When we think about “show, don’t tell,” it’s far more effective to think about showing through action and interaction rather than through description.
Let’s take a worn-out couch and a nervous character, for example:
You could tell us about it like this: Sophie sat on the worn-out couch. She was nervous.
Or you could show us this way: Sophie’s face was pale and her eyes darted back and forth as she sat on the ripped cushion of the saggy leather couch.
And that’s a little better—at least we have a little more visual information to work with. But what if, instead of simply describing what the scene looks like, we could show readers through the characters’ behavior?
Sophie perched on the edge of the couch, crossing and uncrossing her legs and picking at a bit of stuffing that had poked through one of the many tears in the faded leather.
See what happened there? That last iteration gave readers the same information, but rather than relying exclusively on adjectives to clue readers in, we did it through specific actions. Imagining Sophie crossing and uncrossing her legs, “watching” her pick at the torn-up couch, readers can start to feel her anxiety, rather than simply read about it.
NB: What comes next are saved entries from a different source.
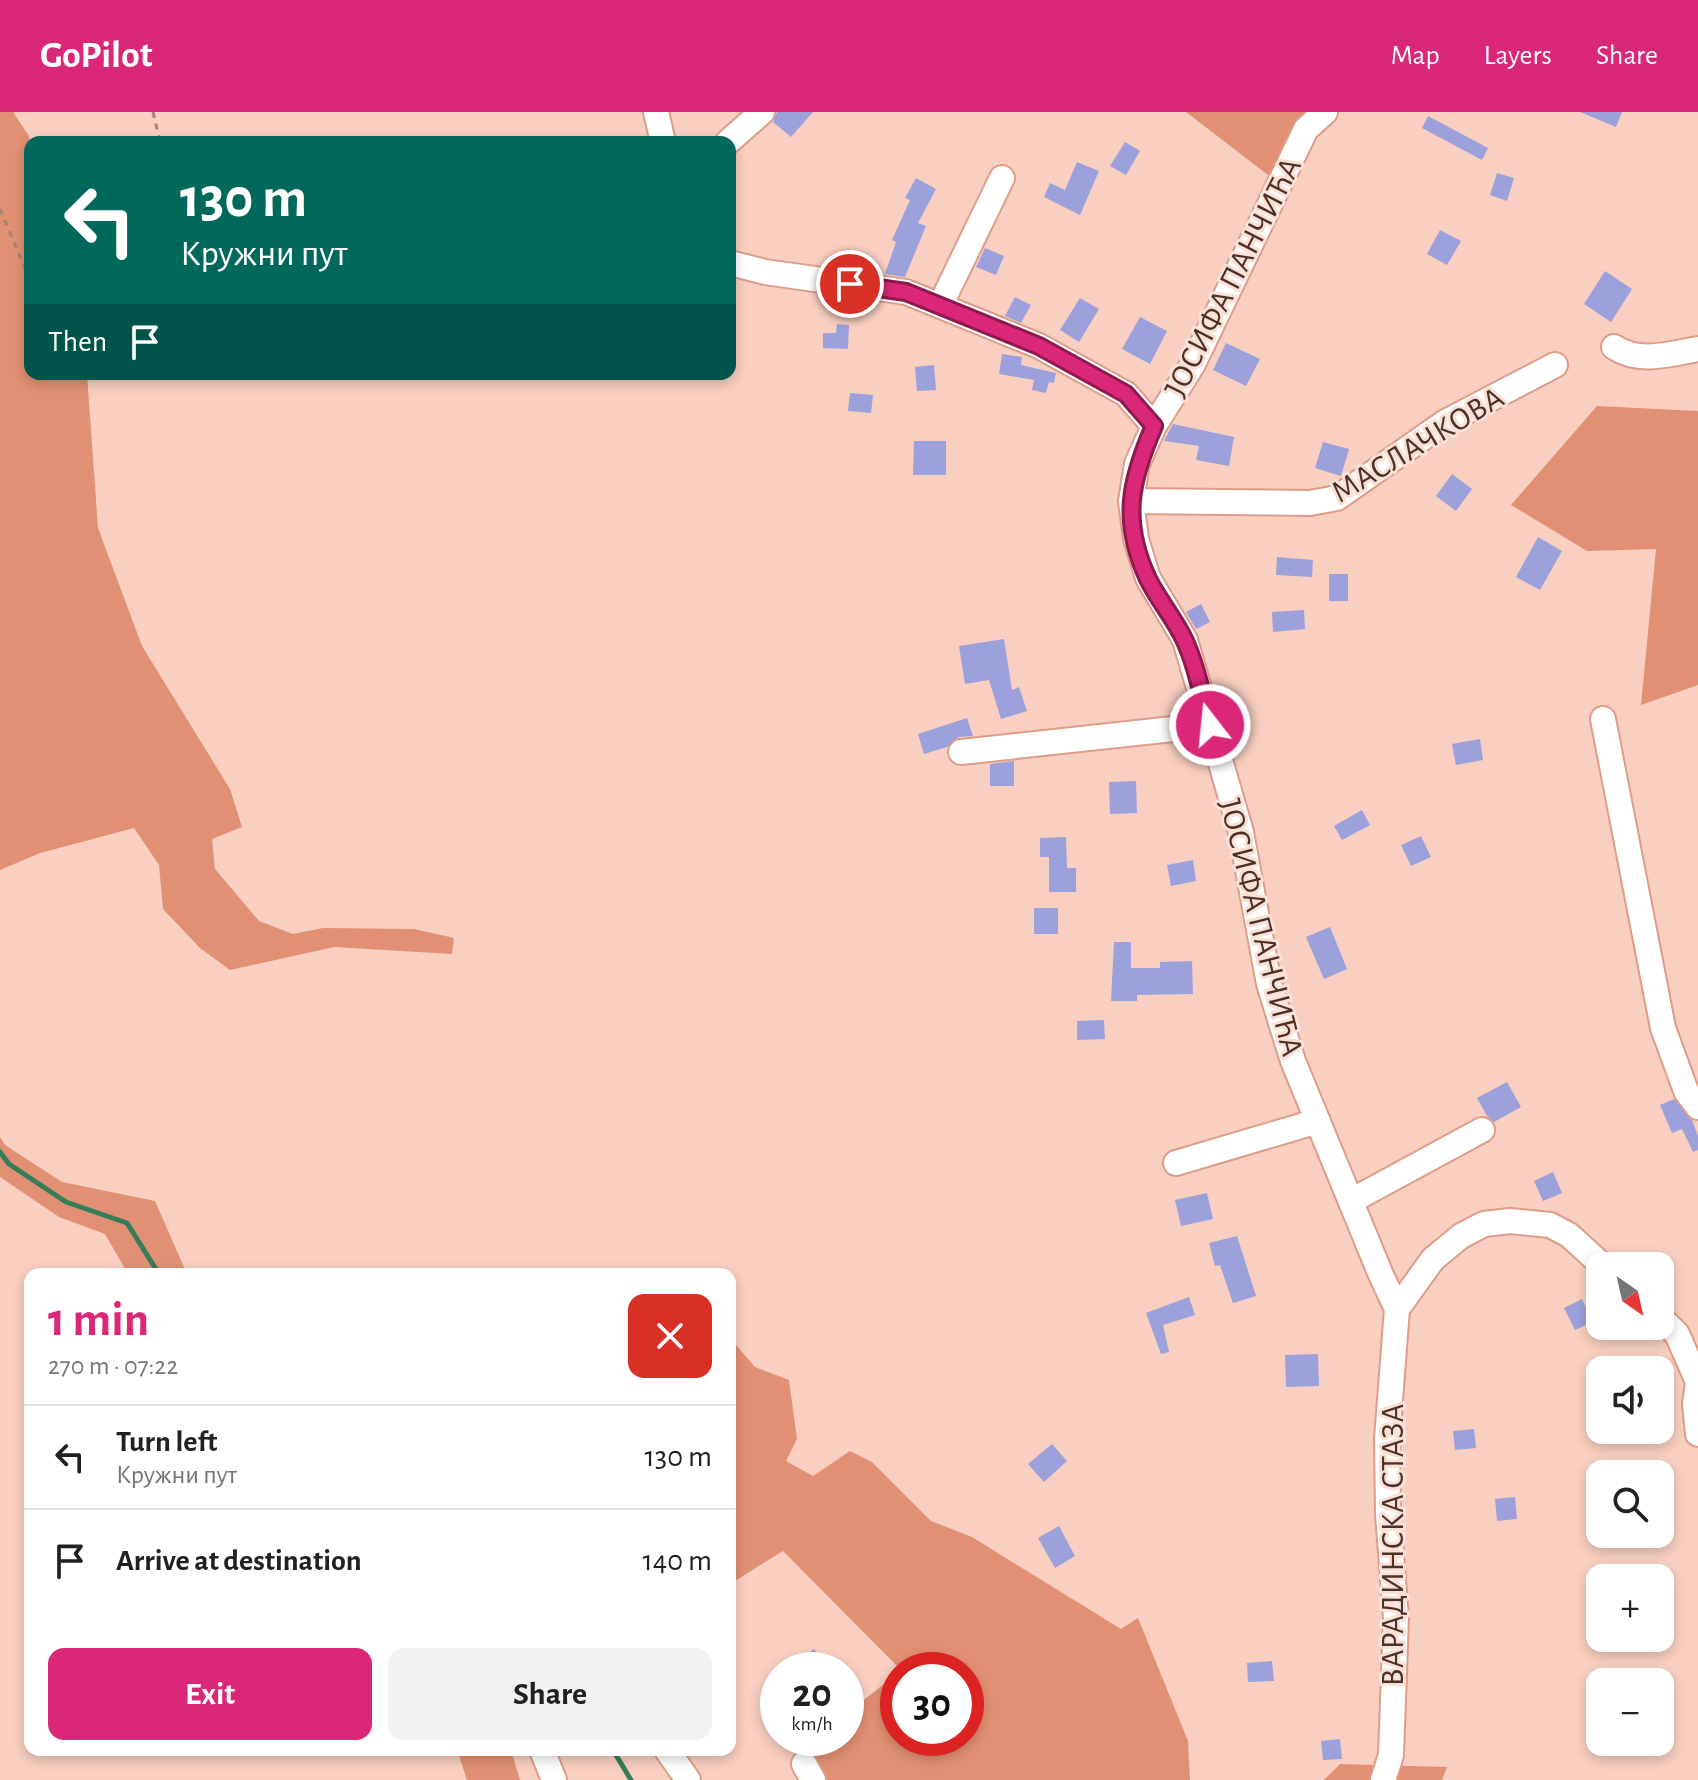 <!DOCTYPE html>
<meta charset="utf-8">
<style>
:root{--surface:#fff;--page:#f2f2f2;--text:#202124;--muted:#757577;--line:#e0e0e0;--accent:#db2777}
body{margin:0;font-family:"Alegreya Sans",sans-serif;background:var(--page);color:var(--text);height:100vh;display:flex;flex-direction:column;font-size:30px;white-space:nowrap}
*{box-sizing:border-box;margin:0}
p{font-size:26px;color:var(--muted)}
.icon{flex:none;width:44px;height:44px;fill:none;stroke:currentColor;stroke-width:2;stroke-linecap:round;stroke-linejoin:round}
.map{position:relative;flex:1;overflow:hidden}
.panel{position:absolute;left:24px;top:1156px;width:712px;height:488px;display:flex;flex-direction:column;background:var(--surface);border-radius:16px;box-shadow:0 4px 12px #0003}
.panel>*{flex:none}
.guide{position:absolute;left:24px;top:24px;width:712px;height:244px;border-radius:16px;box-shadow:0 4px 12px #0003;background:#00695c;color:#fff;overflow:hidden}
.needle{width:52px;rotate:146deg}
.buttons{position:absolute;left:1586px;top:1140px;display:grid;gap:16px}
.buttons a{display:grid;place-items:center;width:88px;height:88px;border-radius:16px;background:var(--surface);box-shadow:0 4px 12px #0003;font-size:40px}
.speed{position:absolute;left:760px;top:1540px;display:flex;gap:16px;font-size:40px;font-weight:700;text-align:center}
.speed>*{display:grid;place-content:center;width:104px;height:104px;border-radius:50%;background:var(--surface);box-shadow:0 4px 12px #0003;line-height:1}
.speed small{font-size:20px;font-weight:400}
.speed .limit{border:12px solid #d22;background:#fff;color:#111}
.pin{position:absolute;display:grid;place-items:center;width:68px;height:68px;color:#fff;margin:-34px;border:4px solid #fff;border-radius:50%;box-shadow:0 2px 8px #0007}
.me{position:absolute;width:88px;margin:-44px;rotate:344deg;stroke-linejoin:round;filter:drop-shadow(0 0 6px #0008)}
.turn{display:flex;align-items:center;gap:28px;height:168px;padding:0 24px;font-size:36px}
.turn .icon{width:104px;height:104px;stroke-width:2.5}
.turn b{display:block;font-size:56px;line-height:68px}
.then{display:flex;align-items:center;height:76px;padding:0 24px;background:#0003;gap:16px;font-size:30px}
.round{display:grid;place-items:center;flex:none;width:84px;height:84px;border-radius:16px;background:var(--page)}
.overview{display:flex;align-items:center;justify-content:space-between;height:136px;padding:0 24px}
h1{font-size:48px;font-weight:600;line-height:60px;color:var(--accent)}
.cta{display:flex;gap:16px;margin-top:auto;padding:16px 24px}
.cta a{flex:1;height:92px;border-radius:16px;background:var(--accent);color:#fff;font-size:32px;font-weight:600;line-height:92px;text-align:center}
.cta a+a{background:var(--page);color:var(--text)}
ul{padding:0;list-style:none}
li{display:flex;align-items:center;gap:24px;height:104px;padding:0 24px;border-top:2px solid var(--line)}
li div{flex:1}
li b{display:block;font-size:30px}
li em{font-style:normal}
header{display:flex;align-items:center;gap:48px;box-sizing:border-box;height:112px;padding:0 40px;background:var(--accent);color:#fff}
header strong{font-size:38px}
nav{display:flex;gap:44px;margin-inline-start:auto;font-size:28px}
.map>svg:first-child{display:block}
</style>
<header>
<strong>GoPilot</strong>
<nav><a>Map</a><a>Layers</a><a>Share</a></nav>
</header>
<div class="map">
<svg width="1698" height="1668" viewBox="0 0 1698 1668">
<rect width="100%" height="100%" fill="#f8cfc0"/>
<path fill="#e29073" d="M 0,0 L 13,0 L 29,24 L 30,33 L 30,262 L 87,262 L 98,416 L 142,534 L 230,677 L 242,715 L 212,727 L 215,757 L 259,809 L 293,822 L 323,816 L 414,817 L 454,826 L 452,842 L 334,835 L 230,858 L 200,836 L 163,797 L 159,753 L 134,716 L 40,741 L 0,758 Z
M 1186,0 L 1320,0 L 1268,63 Z
M 1597,294 L 1698,299 L 1698,573 L 1641,593 L 1656,437 L 1587,439 L 1511,393 Z
M 0,1025 L 5,1033 L 62,1070 L 155,1089 L 187,1162 L 128,1162 L 105,1122 L 59,1105 L 0,1065 Z
M 730,1226 L 755,1255 L 789,1268 L 797,1327 L 786,1349 L 813,1364 L 850,1339 L 872,1350 L 931,1409 L 972,1425 L 1121,1517 L 1138,1506 L 1188,1629 L 1190,1668 L 825,1668 L 806,1634 L 816,1626 L 846,1626 L 846,1602 L 898,1561 L 898,1626 L 966,1626 L 966,1558 L 901,1558 L 783,1439 L 730,1472 Z
M 457,1638 L 511,1638 L 520,1668 L 467,1668 Z
M 1340,1652 L 1447,1655 L 1442,1668 L 1324,1668 Z"/>
<g fill="none" stroke-linecap="round" stroke-linejoin="round">
<path stroke="#347e59" stroke-width="5" d="M 0,1040 L 9,1052 L 66,1090 L 127,1111 L 159,1162
M 613,1638 L 631,1668"/>
</g>
<path fill="#9ca1db" d="M 777,0 L 813,0 L 791,25 L 773,10 Z
M 1580,0 L 1622,0 L 1616,15 Z
M 1428,4 L 1488,36 L 1482,48 L 1422,16 Z
M 1125,30 L 1140,39 L 1126,63 L 1110,54 Z
M 1077,50 L 1099,59 L 1080,103 L 1044,85 L 1050,71 L 1065,78 Z
M 1497,61 L 1514,66 L 1507,89 L 1490,83 Z
M 916,66 L 936,77 L 918,111 L 926,114 L 905,165 L 885,162 L 896,130 L 892,128 L 910,88 L 905,86 Z
M 1440,118 L 1461,129 L 1447,153 L 1427,142 Z
M 985,136 L 1004,144 L 996,163 L 976,155 Z
M 1605,159 L 1632,177 L 1611,210 L 1584,192 Z
M 1015,185 L 1031,193 L 1021,211 L 1005,204 Z
M 1080,186 L 1099,197 L 1079,230 L 1060,218 Z
M 1140,205 L 1167,219 L 1150,252 L 1122,237 Z
M 837,212 L 849,213 L 848,237 L 823,236 L 823,221 L 836,221 Z
M 1226,231 L 1260,247 L 1246,274 L 1213,258 Z
M 1002,242 L 1022,245 L 1021,253 L 1056,261 L 1054,271 L 1049,270 L 1046,281 L 1032,278 L 1034,268 L 999,262 Z
M 934,253 L 936,278 L 917,279 L 915,255 Z
M 850,281 L 873,283 L 871,301 L 848,299 Z
M 1173,312 L 1234,325 L 1229,354 L 1196,348 L 1199,334 L 1164,329 Z
M 914,329 L 946,329 L 946,363 L 913,363 Z
M 1323,330 L 1349,337 L 1341,364 L 1315,356 Z
M 1452,362 L 1472,377 L 1456,399 L 1436,384 Z
M 1538,425 L 1562,439 L 1540,478 L 1516,465 Z
M 1277,445 L 1313,448 L 1312,465 L 1276,463 Z
M 1329,462 L 1348,462 L 1348,489 L 1329,489 Z
M 1201,492 L 1210,510 L 1196,517 L 1186,500 Z
M 1304,498 L 1305,517 L 1273,520 L 1272,500 Z
M 1004,527 L 1012,578 L 1019,575 L 1027,599 L 1001,607 L 989,568 L 965,572 L 959,534 Z
M 967,606 L 973,624 L 959,625 L 947,635 L 924,642 L 918,622 Z
M 1480,627 L 1483,648 L 1456,653 L 1452,632 Z
M 1014,649 L 1014,674 L 990,674 L 990,652 Z
M 1136,669 L 1137,701 L 1110,702 L 1109,670 Z
M 1362,698 L 1370,713 L 1342,728 L 1334,714 Z
M 1421,724 L 1431,745 L 1411,754 L 1401,733 Z
M 1066,725 L 1067,756 L 1076,756 L 1076,780 L 1049,780 L 1049,745 L 1040,745 L 1040,726 Z
M 1193,748 L 1196,769 L 1171,774 L 1167,753 Z
M 1034,796 L 1058,796 L 1058,822 L 1034,822 Z
M 1330,815 L 1347,857 L 1324,867 L 1306,825 Z
M 1114,830 L 1131,830 L 1131,856 L 1160,856 L 1160,850 L 1192,849 L 1193,882 L 1137,883 L 1137,889 L 1111,889 Z
M 1104,908 L 1105,927 L 1077,928 L 1077,909 Z
M 1507,970 L 1521,995 L 1494,1010 L 1487,1004 L 1477,986 Z
M 1674,987 L 1692,1008 L 1698,1024 L 1698,1038 L 1693,1040 L 1682,1017 L 1672,1021 L 1660,993 Z
M 1553,1060 L 1562,1081 L 1543,1089 L 1534,1069 Z
M 1207,1081 L 1213,1107 L 1181,1114 L 1175,1088 Z
M 1237,1124 L 1256,1184 L 1233,1191 L 1220,1153 L 1215,1154 L 1209,1131 Z
M 1189,1185 L 1195,1203 L 1163,1213 L 1169,1240 L 1161,1242 L 1146,1201 Z
M 1582,1187 L 1593,1210 L 1575,1218 L 1564,1196 Z
M 1318,1242 L 1319,1274 L 1286,1275 L 1285,1243 Z
M 1474,1317 L 1476,1336 L 1455,1338 L 1453,1319 Z
M 1052,1332 L 1067,1349 L 1044,1370 L 1028,1352 Z
M 1515,1385 L 1517,1407 L 1497,1409 L 1495,1387 Z
M 1059,1414 L 1075,1444 L 1055,1456 L 1038,1426 Z
M 814,1537 L 829,1558 L 785,1558 Z
M 1272,1549 L 1274,1569 L 1248,1570 L 1247,1551 Z
M 1340,1627 L 1342,1647 L 1323,1648 L 1321,1629 Z"/>
<g fill="none" stroke-linecap="round" stroke-linejoin="round">
<defs>
<path id="minor" d="M 656,0 L 663,30
M 1325,0 L 1306,17 L 1193,252 L 1154,314 L 1137,352 L 1131,389 L 1136,427 L 1148,466 L 1185,528 L 1241,720 L 1269,872 L 1293,949 L 1381,1163 L 1397,1197
M 728,30 L 762,0
M 730,151 L 765,160 L 906,180 L 1039,234 L 1126,282 L 1154,314
M 940,194 L 1002,66
M 1614,235 C 1640,252 1669,242 1698,237
M 1131,389 L 1310,391 L 1337,386 L 1444,311 L 1555,253
M 1603,607 L 1663,916 L 1686,979 L 1698,995
M 961,640 L 1210,613
M 1176,1051 L 1318,1009
M 1351,1089 L 1482,1018
M 1660,1205 L 1677,1222 L 1698,1270 L 1695,1292 L 1698,1322
M 542,1638 L 554,1668
M 667,1638 L 688,1668
M 804,1652 L 813,1668
M 1383,1668 L 1391,1643 L 1396,1506 L 1388,1402 L 1387,1327 L 1397,1197 L 1433,1147 L 1461,1124 L 1484,1112 L 1510,1109 L 1550,1113 L 1569,1123 L 1603,1154"/>
</defs>
<use href="#minor" stroke="#de9d86" stroke-width="28"/>
<path stroke="#a58376" stroke-width="3" stroke-dasharray="6 6" stroke-linecap="butt" d="M 153,0 L 160,30
M 0,97 L 30,168"/>
<use href="#minor" stroke="#fff" stroke-width="24"/>
</g>
<g fill="none" stroke-linecap="round" stroke-linejoin="round">
<defs>
<path id="route" d="M 850,172 L 906,180 L 1039,234 L 1126,282 L 1154,314 C 1130,369 1121,409 1148,467 C 1158,487 1173,505 1183,525 C 1196,551 1202,585 1210,613"/>
</defs>
<use href="#route" stroke="#8e194d" stroke-width="20"/>
<use href="#route" stroke="#db2777" stroke-width="14"/>
</g>
<g text-anchor="middle" stroke-width="6" stroke-linejoin="round" paint-order="stroke">
<g font-size="32" fill="#4b3127" stroke="#fbe0d6">
<text transform="translate(1232 165) rotate(-63)" y="11">ЈОСИФА ПАНЧИЋА</text>
<text transform="translate(1417 332) rotate(-31)" y="11">МАСЛАЧКОВА</text>
<text transform="translate(1262 815) rotate(76)" y="11">ЈОСИФА ПАНЧИЋА</text>
<text transform="translate(1392 1433) rotate(-90)" y="11">ВАРАДИНСКА СТАЗА</text>
</g>
</g>
</svg>
<div class="buttons">
<a><svg class="needle" viewBox="-14 -14 28 28"><path d="M0-13l5 13h-10z" fill="#e53935"/><path d="M0 13l5-13h-10z" fill="#757577"/></svg></a>
<a><svg class="icon" aria-label="sound" viewBox="0 0 24 24"><path d="M4 9h4l5-4v14l-5-4H4zM17 9q2 3 0 6"/></svg></a>
<a><svg class="icon" aria-label="search" viewBox="0 0 24 24"><circle cx="10" cy="10" r="6"/><path d="M15 15l6 6"/></svg></a>
<a>+</a>
<a>−</a>
</div>
<div class="speed"><div>20<small>km/h</small></div><div class="limit">30</div></div>
<div class="pin" style="left:850px;top:172px;background:#d93025"><svg class="icon" aria-label="arrive" viewBox="0 0 24 24"><path d="M6 21V4h12l-3 4 3 4H6"/></svg></div>
<svg class="me" style="left:1210px;top:613px" viewBox="-20 -20 40 40"><circle r="17" fill="#db2777" stroke="#fff" stroke-width="3"/><path d="M0-11L8 9 0 5-8 9z" fill="#fff"/></svg>
<div class="guide">
<div class="turn"><svg class="icon" aria-label="left" viewBox="0 0 24 24"><path d="M17 20v-9H6M10 6l-5 5 5 5"/></svg><div><b>130 m</b>Кружни пут</div></div>
<div class="then">Then<svg class="icon" aria-label="arrive" viewBox="0 0 24 24"><path d="M6 21V4h12l-3 4 3 4H6"/></svg></div>
</div>
<section class="panel">
<div class="overview"><div><h1>1 min</h1><p>270 m · 07:22</p></div><a class="round" style="background:#d93025;color:#fff"><svg class="icon" aria-label="close" viewBox="0 0 24 24"><path d="M6 6l12 12M18 6L6 18"/></svg></a></div>
<ul>
<li><svg class="icon" aria-label="left" viewBox="0 0 24 24"><path d="M17 20v-9H6M10 6l-5 5 5 5"/></svg><div><b>Turn left</b><p>Кружни пут</p></div><em>130 m</em></li>
<li><svg class="icon" aria-label="arrive" viewBox="0 0 24 24"><path d="M6 21V4h12l-3 4 3 4H6"/></svg><div><b>Arrive at destination</b></div><em>140 m</em></li>
</ul>
<div class="cta"><a>Exit</a><a>Share</a></div>
</section>
</div>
Here’s another one: The quick brown fox jumps over the lazy dog.
Sure, we know the fox is fast and the dog is lazy, but are you moved? I’m not. Can you feel the fox’s energy or the pup’s ambivalence? I can’t.
So let’s try a rewrite:
As the fox darted around the yard, spinning around tree trunks and leaping over bushes, the only sign the dog gave that he was even aware of the chaos was a sigh as the little critter flew right over his head.
Again, this rewrite conveys the same information in a much more interesting way by detailing the way the characters interact with one another and their environment—not just how things look.
See how this works? As authors, we can’t get around telling. We’re writing for the page, after all, and not the screen. But it’s the way we tell readers things that matters. “He loved her” gets the point across, but when we say it bluntly like that, with no action and no specificity and no detail that’s unique to these particular characters’ particular love, we fail to evoke any sort of empathy from our readers. If, instead, you show he loves her through his actions (perhaps he walks six miles a day to see her while she’s sick, or he brings home a handful of dandelions instead of the traditional roses because he knows how much she likes to wish on the seeds).
Same goes for any emotion. If you’ve got an angry character, don’t just say he’s angry. Instead, consider taking a page from The Godfather and having him leave a severed horse head in somebody’s bed. It’s a lot more powerful that way, isn’t it?
It’s your turn!
Practice showing, rather than telling, with an assignment I like to borrow from playwriting class I took in college: Write an “I Love You” scene, in which one character expresses his or her love for another (romantic, familial, whatever kind of love). The catch is, you’re not allowed to use the word “love” or any of its synonyms. As the narrator, it’s your job to help the character show, rather than explain, his or her feelings.